En tenant compte des circonstances de cette affaire, la Cour a jugé que le fiduciaire a maintenu son indépendance 1) en révisant chaque transaction, 2) en obtenant les explications nécessaires afin de prendre une décision, 3) en conservant le pouvoir de prendre la décision finale dans toute situation, 4) en s’assurant qu’aucune conséquence négative prévisible ne découlait de chaque transaction et 5) en s’assurant aussi que la transaction était dans l’intérêt des bénéficiaires.

La Cour a ainsi conclu que le fiduciaire avait le réel contrôle et la gestion de la fiducie, et que la Fiducie était donc résidente de l’Alberta.

• Affaire Boettger

Les faits de l’affaire Boettger sont les suivants :

La Fiducie Nancy Smith (« Fiducie NS ») a été mise en place le 25 mars 2002 par Jean-Pierre Gibeault, son constituant, lequel est résident du Québec (« JPG »). La bénéficiaire de la Fiducie NS est Nancy Smith, conjointe du constituant et résidente du Québec (« NS »). Le fiduciaire de la Fiducie NS est Roy D. Boettger (« Fiduciaire »), lequel a été choisi sous la recommandation des avocats de JPG, car il était résident de l’Alberta. Le Fiduciaire ne connaît ni le constituant ni la bénéficiaire. Cetco Capital inc. (« Cetco ») est une compagnie constituée en 1999 selon la partie 1A de la Loi sur les compagnies et a son siège social à Montréal. Ses administrateurs sont JPG (constituant de la Fiducie NS) et NS (bénéficiaire de la Fiducie NS).

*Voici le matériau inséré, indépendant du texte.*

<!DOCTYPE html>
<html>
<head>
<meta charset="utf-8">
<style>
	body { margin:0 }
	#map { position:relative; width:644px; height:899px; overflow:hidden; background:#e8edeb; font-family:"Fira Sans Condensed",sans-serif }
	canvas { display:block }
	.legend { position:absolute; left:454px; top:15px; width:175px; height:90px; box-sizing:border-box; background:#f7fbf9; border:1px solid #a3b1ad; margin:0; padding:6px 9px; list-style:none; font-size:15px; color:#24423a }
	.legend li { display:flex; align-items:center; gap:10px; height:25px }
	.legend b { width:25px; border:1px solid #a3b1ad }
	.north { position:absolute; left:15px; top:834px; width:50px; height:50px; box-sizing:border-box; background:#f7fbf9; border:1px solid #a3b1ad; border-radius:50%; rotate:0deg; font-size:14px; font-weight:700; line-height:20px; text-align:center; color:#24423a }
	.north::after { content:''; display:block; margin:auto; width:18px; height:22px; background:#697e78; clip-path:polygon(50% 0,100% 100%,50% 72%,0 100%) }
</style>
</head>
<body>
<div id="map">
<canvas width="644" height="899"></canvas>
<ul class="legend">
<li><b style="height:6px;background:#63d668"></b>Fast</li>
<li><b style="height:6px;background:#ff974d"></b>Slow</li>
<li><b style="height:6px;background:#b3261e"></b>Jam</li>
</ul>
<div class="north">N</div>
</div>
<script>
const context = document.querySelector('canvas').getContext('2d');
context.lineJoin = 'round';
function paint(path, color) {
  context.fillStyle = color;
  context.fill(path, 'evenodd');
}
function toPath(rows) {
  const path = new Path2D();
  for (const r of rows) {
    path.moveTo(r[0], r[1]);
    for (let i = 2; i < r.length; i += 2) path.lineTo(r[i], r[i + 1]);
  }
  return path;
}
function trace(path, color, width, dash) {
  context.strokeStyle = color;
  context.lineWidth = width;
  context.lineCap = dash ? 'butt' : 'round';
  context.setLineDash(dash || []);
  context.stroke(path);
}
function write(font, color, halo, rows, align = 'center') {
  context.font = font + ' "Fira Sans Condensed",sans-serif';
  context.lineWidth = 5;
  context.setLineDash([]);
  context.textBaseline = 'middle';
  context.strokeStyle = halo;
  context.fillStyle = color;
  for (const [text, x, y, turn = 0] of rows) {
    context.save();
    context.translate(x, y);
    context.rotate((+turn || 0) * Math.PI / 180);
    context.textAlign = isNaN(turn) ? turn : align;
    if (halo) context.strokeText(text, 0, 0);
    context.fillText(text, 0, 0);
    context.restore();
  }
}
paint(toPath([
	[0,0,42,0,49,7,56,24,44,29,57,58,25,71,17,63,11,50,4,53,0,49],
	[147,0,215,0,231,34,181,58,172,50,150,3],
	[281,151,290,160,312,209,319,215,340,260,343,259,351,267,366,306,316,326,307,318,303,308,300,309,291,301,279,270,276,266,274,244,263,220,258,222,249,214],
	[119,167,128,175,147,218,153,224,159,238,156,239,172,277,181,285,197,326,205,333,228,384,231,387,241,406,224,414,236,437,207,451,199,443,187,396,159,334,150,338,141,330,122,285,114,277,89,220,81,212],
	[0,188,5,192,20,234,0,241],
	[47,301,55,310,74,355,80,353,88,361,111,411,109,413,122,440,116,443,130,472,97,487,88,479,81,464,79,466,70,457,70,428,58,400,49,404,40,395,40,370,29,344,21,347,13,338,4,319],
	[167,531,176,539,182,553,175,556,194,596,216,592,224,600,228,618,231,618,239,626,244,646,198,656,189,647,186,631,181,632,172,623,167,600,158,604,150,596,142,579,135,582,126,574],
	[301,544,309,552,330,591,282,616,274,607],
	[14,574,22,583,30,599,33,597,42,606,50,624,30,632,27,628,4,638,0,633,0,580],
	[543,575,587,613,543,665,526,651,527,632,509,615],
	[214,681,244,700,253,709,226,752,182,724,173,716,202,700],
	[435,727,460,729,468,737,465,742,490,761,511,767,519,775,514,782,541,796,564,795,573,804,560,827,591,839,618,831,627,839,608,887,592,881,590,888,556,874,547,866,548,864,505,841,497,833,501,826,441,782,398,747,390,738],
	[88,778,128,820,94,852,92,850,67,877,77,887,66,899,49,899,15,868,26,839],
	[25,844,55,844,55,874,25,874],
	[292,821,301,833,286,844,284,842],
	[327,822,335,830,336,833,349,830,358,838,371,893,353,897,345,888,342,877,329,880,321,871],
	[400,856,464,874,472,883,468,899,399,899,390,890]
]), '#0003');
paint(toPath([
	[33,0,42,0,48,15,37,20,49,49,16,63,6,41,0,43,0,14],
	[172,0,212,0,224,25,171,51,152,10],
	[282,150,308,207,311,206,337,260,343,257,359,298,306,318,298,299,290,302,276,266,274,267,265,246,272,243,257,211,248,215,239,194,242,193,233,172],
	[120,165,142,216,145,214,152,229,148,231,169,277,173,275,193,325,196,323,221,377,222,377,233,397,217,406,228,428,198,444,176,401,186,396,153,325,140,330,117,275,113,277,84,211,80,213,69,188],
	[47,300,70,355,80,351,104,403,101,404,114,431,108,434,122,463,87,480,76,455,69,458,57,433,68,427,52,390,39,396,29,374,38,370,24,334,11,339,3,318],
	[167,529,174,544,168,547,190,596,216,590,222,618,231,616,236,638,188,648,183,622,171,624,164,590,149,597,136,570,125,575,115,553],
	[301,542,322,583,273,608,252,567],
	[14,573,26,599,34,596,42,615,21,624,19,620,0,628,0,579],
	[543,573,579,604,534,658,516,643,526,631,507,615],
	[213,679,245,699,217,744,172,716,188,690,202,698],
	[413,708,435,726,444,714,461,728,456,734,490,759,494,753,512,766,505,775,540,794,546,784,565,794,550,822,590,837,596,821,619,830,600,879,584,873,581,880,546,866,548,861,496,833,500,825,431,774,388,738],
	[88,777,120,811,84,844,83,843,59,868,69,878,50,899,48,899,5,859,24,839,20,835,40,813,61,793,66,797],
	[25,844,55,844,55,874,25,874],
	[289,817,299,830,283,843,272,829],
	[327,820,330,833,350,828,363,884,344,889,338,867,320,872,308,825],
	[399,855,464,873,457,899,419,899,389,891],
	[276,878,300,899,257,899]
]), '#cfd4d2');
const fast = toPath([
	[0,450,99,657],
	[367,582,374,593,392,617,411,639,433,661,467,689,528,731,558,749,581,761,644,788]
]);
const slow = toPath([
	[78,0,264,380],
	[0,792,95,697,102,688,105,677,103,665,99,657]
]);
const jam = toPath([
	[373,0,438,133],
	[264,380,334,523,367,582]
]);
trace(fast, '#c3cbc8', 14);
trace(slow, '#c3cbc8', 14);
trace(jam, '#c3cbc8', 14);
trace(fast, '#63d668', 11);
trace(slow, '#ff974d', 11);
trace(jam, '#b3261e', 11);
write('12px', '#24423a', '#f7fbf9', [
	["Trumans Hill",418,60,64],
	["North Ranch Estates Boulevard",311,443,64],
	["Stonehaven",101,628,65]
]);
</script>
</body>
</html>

La Fiducie NS a été mise en place à la suite de recommandations résultant d’opinions fiscales émises par un cabinet d’avocats et un cabinet de comptables. Ces opinions fiscales avaient été rendues à la demande du constituant JPG. Elles précisaient les différentes étapes à mettre en place afin d’établir une structure fiscale permettant à la Fiducie NS de bénéficier du taux d’impôt de l’Alberta sur un dividende réputé et à Cetco de récupérer son impôt en main remboursable à titre de dividendes. L’ensemble de la documentation avait été préparé à Montréal par la firme d’avocats avec la participation du Fiduciaire. Ces transactions ont eu lieu le 25 mars 2002. La Fiducie NS fut considérée comme relativement inactive par la suite, aucune transaction n’ayant été exécutée pour son compte outre une distribution de capital à la bénéficiaire NS en 2003.

En 2007, l’Agence du revenu du Québec (« Revenu Québec ») a émis un nouvel avis de cotisation pour l’année d’imposition 2002 à la Fiducie NS en prenant position que la Fiducie NS était résidente de la province du Québec, soit la province de résidence du constituant, de la bénéficiaire et de Cetco. En effet, Revenu Québec alléguait que le constituant JPG et Cetco exerçaient en fait la gestion centrale et le contrôle de la Fiducie.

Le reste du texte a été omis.